5. Les dispositions citées au point 4 des articles R. 281-3-1 et R. 281-5 du livre des procédures fiscales ne font pas obstacle à ce que le contribuable soulève devant le tribunal administratif ou devant la cour administrative d'appel, jusqu'à la clôture de l'instruction, des moyens de droit nouveaux, n'impliquant pas l'appréciation de pièces justificatives ou de circonstances de fait qu'il lui eût appartenu de produire ou d'exposer dans sa demande au trésorier-payeur général. Si le contribuable ne peut pas, en principe se prévaloir devant le juge d'éléments de fait qui ne figuraient pas dans sa réclamation, il demeure toutefois recevable à invoquer devant lui des éléments de fait nouveaux postérieurs à la décision de l'administration statuant sur sa réclamation et dont il ne pouvait, dès lors, faire état dans cette dernière.

6. Il suit de là qu'en écartant comme irrecevable, faute d'avoir été soulevé dans les mémoires de réclamation, le moyen tiré de ce que l'administration avait imputé, par voie de compensation, un excédent de TVA pour paiement d'une somme dont le recouvrement était recherché par les commandements de payer du 19 juillet 2012 et du 6 mars 2014, alors que les requérants se prévalaient des effets d'un avis de compensation du 25 septembre 2014, postérieur aux décisions de l'administration statuant sur les réclamations des requérants et dont ces derniers ne pouvaient, dès lors, faire état dans leurs réclamations, la cour administrative d'appel a commis une erreur de droit.

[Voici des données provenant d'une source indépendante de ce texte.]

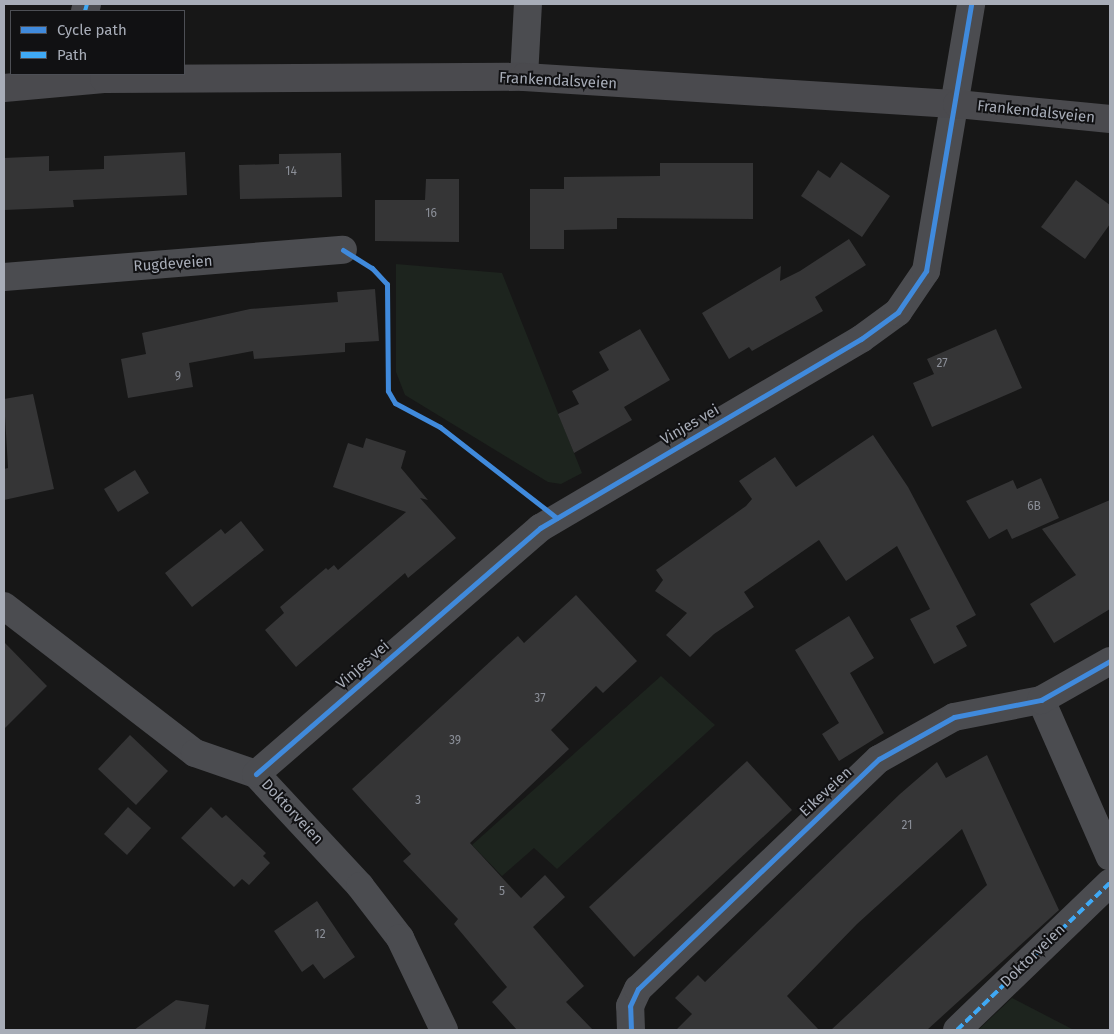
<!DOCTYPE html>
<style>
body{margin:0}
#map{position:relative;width:1114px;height:1034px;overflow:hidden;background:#171717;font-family:"Fira Sans",sans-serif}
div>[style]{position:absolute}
.green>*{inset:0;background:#1d241e}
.building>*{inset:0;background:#353536}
.street>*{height:28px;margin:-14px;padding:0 14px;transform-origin:14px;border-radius:14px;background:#4b4c50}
.secondary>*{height:28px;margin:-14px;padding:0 14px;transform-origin:14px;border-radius:14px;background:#4a4a4e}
.quiet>*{height:4px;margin-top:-2px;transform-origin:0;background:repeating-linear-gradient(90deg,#3fa9f5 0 8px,transparent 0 12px)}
.cycleway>*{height:5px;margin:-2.5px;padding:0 2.5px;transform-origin:2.5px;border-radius:2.5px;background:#408adc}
span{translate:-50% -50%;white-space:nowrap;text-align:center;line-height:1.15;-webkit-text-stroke:4px #111113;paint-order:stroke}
.number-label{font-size:12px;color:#8b8f98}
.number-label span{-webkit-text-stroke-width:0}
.street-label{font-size:15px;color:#a8adb8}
.frame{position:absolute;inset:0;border:5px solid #a8adb8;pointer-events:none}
.legend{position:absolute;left:10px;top:10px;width:175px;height:65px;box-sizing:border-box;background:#111113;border:1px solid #4d4f55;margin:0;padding:6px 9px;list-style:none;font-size:15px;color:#a8adb8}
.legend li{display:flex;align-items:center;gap:10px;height:25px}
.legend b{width:25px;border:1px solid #4d4f55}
</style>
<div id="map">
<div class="green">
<div style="clip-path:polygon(396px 264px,502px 273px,582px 473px,561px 484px,548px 482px,405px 395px,396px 372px)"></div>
<div style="clip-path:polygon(661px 676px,715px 725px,557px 869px,534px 848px,502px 876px,472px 845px)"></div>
<div style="clip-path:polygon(1012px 998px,1074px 1030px,978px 1030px)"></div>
</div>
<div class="building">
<div style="clip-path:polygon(185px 152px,187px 195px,73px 200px,74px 207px,4px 210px,4px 158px,49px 156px,49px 171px,104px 169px,104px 156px)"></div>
<div style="clip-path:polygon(341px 153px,342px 197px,240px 199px,239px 165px,279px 164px,279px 154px)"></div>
<div style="clip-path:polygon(841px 162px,890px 196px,862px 237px,801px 196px,818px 170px,830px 178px)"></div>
<div style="clip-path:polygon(660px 163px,753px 163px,753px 219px,617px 218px,617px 229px,564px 230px,564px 249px,530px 249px,530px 189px,564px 189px,564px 177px,660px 176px)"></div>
<div style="clip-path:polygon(426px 179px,459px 179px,459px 242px,375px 241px,375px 200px,425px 200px)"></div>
<div style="clip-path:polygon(1076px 180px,1110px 205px,1110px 224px,1085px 259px,1041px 227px)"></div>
<div style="clip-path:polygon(849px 239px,866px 265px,815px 297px,823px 311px,752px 351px,749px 347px,729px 359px,702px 313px,781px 266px,780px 281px,800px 271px)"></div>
<div style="clip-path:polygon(375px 289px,379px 341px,345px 343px,345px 352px,254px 359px,253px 351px,189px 363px,193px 387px,128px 398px,121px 359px,146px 354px,142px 333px,250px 309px,338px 302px,337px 292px)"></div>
<div style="clip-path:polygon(640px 329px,670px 380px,624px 407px,632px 420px,574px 453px,558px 414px,579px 404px,572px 391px,609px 370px,599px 352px)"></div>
<div style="clip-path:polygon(996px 329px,1022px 388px,932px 427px,913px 383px,934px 374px,927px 359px)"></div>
<div style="clip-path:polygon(33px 394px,54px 489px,4px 500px,4px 469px,8px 468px,4px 399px)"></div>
<div style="clip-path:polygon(873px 435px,908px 487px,976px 615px,956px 626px,967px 646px,934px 664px,910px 619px,930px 609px,897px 546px,846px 581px,819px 540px,744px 592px,754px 607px,714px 634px,690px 657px,666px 635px,687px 613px,655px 591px,663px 580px,656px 570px,746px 506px,752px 499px,739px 481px,775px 457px,796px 487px)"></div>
<div style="clip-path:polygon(366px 438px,406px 451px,401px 468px,428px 500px,420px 498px,456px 538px,408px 578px,405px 573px,296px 667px,265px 630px,284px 613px,280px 607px,326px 568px,328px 570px,334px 565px,338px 570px,406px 512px,333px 487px,348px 443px,363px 448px)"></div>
<div style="clip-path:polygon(135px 470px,149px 493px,118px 512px,104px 489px)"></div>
<div style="clip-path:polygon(1041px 478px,1059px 518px,1012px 539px,1007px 529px,989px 539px,966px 501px,1013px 480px,1017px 489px)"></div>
<div style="clip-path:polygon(1110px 500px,1110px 609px,1054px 643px,1030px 604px,1076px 575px,1042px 529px)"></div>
<div style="clip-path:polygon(241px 521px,264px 550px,192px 607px,165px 573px,221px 529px,225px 534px)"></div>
<div style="clip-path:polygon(576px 595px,637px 661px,603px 693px,596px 686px,551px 730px,569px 749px,470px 843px,521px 898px,545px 875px,565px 897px,533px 927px,584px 986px,566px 1002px,593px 1030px,517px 1030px,492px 1002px,507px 987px,454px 924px,458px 919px,403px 861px,411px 854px,352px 789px,518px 636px,524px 643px)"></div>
<div style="clip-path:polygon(849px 616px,874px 658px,850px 673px,884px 733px,839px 761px,822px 734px,839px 723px,795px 650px)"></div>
<div style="clip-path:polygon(4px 642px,47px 686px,4px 729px)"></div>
<div style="clip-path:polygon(130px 735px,168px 771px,136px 805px,98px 769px)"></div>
<div style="clip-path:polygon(987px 755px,1059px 910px,927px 1030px,831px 1030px,987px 885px,962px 829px,857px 924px,787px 996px,819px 1030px,676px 1030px,692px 1014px,675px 998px,698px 975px,705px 982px,900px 794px,937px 762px,946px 778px)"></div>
<div style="clip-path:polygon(747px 761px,792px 810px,634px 957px,589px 907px)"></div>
<div style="clip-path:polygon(128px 807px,151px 828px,127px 855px,104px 834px)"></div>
<div style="clip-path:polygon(211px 807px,222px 818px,226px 815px,266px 853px,263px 856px,270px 863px,249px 885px,242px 879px,234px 887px,181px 838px)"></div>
<div style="clip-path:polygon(317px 901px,355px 957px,324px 979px,313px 964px,302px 972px,274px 931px)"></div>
<div style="clip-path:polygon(176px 1000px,209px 1005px,205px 1030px,134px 1030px)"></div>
</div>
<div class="street">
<div style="left:85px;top:11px;width:7px;rotate:-74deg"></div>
<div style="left:524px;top:77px;width:73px;rotate:-86.9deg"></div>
<div style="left:4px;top:277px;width:340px;rotate:-4.6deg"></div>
<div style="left:4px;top:606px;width:241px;rotate:37.6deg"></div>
<div style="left:195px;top:753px;width:65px;rotate:19deg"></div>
<div style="left:256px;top:774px;width:153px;rotate:47.1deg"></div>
<div style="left:360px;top:886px;width:66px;rotate:52.4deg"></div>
<div style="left:400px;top:938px;width:102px;rotate:64.4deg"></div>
<div style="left:1041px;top:700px;width:171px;rotate:66.3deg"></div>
<div style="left:256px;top:774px;width:376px;rotate:-40.9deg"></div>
<div style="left:540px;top:528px;width:373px;rotate:-30.5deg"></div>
<div style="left:861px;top:339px;width:46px;rotate:-36.1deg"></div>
<div style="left:898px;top:312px;width:50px;rotate:-55.7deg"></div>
<div style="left:926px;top:271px;width:271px;rotate:-80.4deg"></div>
<div style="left:631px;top:1030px;width:24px;rotate:-92deg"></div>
<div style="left:630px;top:1006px;width:19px;rotate:-65deg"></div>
<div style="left:638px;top:989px;width:333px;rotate:-43.7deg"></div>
<div style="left:879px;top:759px;width:86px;rotate:-29.2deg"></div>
<div style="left:954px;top:717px;width:89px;rotate:-11.1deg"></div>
<div style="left:1041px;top:700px;width:79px;rotate:-29.5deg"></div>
<div style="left:957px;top:1030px;width:212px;rotate:-43.9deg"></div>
</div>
<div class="secondary">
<div style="left:4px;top:88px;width:100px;rotate:-5.1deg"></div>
<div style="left:104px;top:79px;width:420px;rotate:-0.3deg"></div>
<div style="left:524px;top:77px;width:434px;rotate:3.6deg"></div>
<div style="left:957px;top:104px;width:154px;rotate:5.6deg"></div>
</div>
<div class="quiet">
<div style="left:85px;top:11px;width:7px;rotate:-74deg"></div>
<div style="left:957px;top:1030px;width:212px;rotate:-43.9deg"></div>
</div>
<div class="cycleway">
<div style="left:343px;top:250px;width:34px;rotate:32deg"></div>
<div style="left:372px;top:268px;width:22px;rotate:47deg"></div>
<div style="left:387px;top:284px;width:107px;rotate:89.5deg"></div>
<div style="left:388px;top:391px;width:14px;rotate:60deg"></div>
<div style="left:395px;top:403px;width:51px;rotate:28.1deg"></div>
<div style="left:440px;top:427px;width:148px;rotate:37.9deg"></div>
<div style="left:256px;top:774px;width:376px;rotate:-40.9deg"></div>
<div style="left:540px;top:528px;width:373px;rotate:-30.5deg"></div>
<div style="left:861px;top:339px;width:46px;rotate:-36.1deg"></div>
<div style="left:898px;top:312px;width:50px;rotate:-55.7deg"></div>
<div style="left:926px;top:271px;width:271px;rotate:-80.4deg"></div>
<div style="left:631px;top:1030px;width:24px;rotate:-92deg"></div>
<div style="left:630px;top:1006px;width:19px;rotate:-65deg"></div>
<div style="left:638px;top:989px;width:333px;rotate:-43.7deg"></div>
<div style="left:879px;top:759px;width:86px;rotate:-29.2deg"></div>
<div style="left:954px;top:717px;width:89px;rotate:-11.1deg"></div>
<div style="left:1041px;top:700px;width:79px;rotate:-29.5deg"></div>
</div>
<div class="number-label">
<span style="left:291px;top:172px">14</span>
<span style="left:431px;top:214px">16</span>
<span style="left:942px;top:364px">27</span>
<span style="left:178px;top:377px">9</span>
<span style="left:1034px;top:507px">6B</span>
<span style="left:540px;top:699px">37</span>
<span style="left:455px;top:741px">39</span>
<span style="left:418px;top:801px">3</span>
<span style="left:907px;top:826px">21</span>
<span style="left:502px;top:892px">5</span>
<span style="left:320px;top:935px">12</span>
</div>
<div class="street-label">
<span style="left:558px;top:81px;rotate:3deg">Frankendalsveien</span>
<span style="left:1036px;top:112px;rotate:6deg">Frankendalsveien</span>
<span style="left:173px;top:264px;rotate:-4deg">Rugdeveien</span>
<span style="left:690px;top:425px;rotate:-30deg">Vinjes vei</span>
<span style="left:363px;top:665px;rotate:-41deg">Vinjes vei</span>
<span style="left:826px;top:792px;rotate:-43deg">Eikeveien</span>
<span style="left:292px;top:812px;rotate:47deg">Doktorveien</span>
<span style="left:1033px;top:956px;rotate:-44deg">Doktorveien</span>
</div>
<div class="frame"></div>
<ul class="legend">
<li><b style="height:6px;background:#408adc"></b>Cycle path</li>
<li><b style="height:6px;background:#3fa9f5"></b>Path</li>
</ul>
</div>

7. Il résulte de tout ce qui précède que la SARL Immo-Lorrain et M. A...sont seulement fondés à demander l'annulation de l'arrêt qu'ils attaquent en tant qu'il a statué sur les commandements de payer du 19 juillet 2012 et du 6 mars 2014. Il y a lieu, dans les circonstances de l'espèce, de mettre à la charge de l'Etat la somme totale de 1 500 euros à verser à la société Immo-Lorrain et à M. A...au titre de l'article L. 761-1 du code de justice administrative.

D E C I D E :

--------------

Article 1er : L'arrêt de la cour administrative d'appel de Nancy du 23 mars 2017 est annulé en tant qu'il statue sur les commandements de payer du 19 juillet 2012 et du 6 mars 2014.

Article 2 : L'affaire est renvoyée, dans cette mesure, à la cour administrative d'appel de Nancy.

Article 3 : Le surplus des conclusions du pourvoi de la SARL Immo-Lorrain et de M. A...est rejeté.

Article 4 : L'Etat versera à la SARL Immo-Lorrain et à M. A...la somme totale de 1 500 euros au titre de l'article L. 761-1 du code de justice administrative.

Article 5 : La présente décision sera notifiée à la SARL Immo-Lorrain, à M. B...A...et au ministre de l'action et des comptes publics.


Synthèse
Numéro d'arrêt : 410912
Date de la décision : 28/12/2018
Type d'affaire : Administrative
Type de recours : Plein contentieux

Analyses

CONTRIBUTIONS ET TAXES - GÉNÉRALITÉS - RECOUVREMENT - CONTENTIEUX - 1) POSSIBILITÉ DE SOULEVER - JUSQU'À LA CLÔTURE DE L'INSTRUCTION - DES MOYENS DE DROIT NOUVEAUX - N'IMPLIQUANT PAS L'APPRÉCIATION DE PIÈCES JUSTIFICATIVES OU DE CIRCONSTANCES DE FAIT - EXISTENCE [RJ1] - 2) POSSIBILITÉ D'INVOQUER DES ÉLÉMENTS DE FAIT NOUVEAUX - POSTÉRIEURS À LA DÉCISION DE L'ADMINISTRATION STATUANT SUR LA RÉCLAMATION ET DONT LE CONTRIBUABLE NE POUVAIT FAIRE ÉTAT DANS CETTE DERNIÈRE - EXISTENCE.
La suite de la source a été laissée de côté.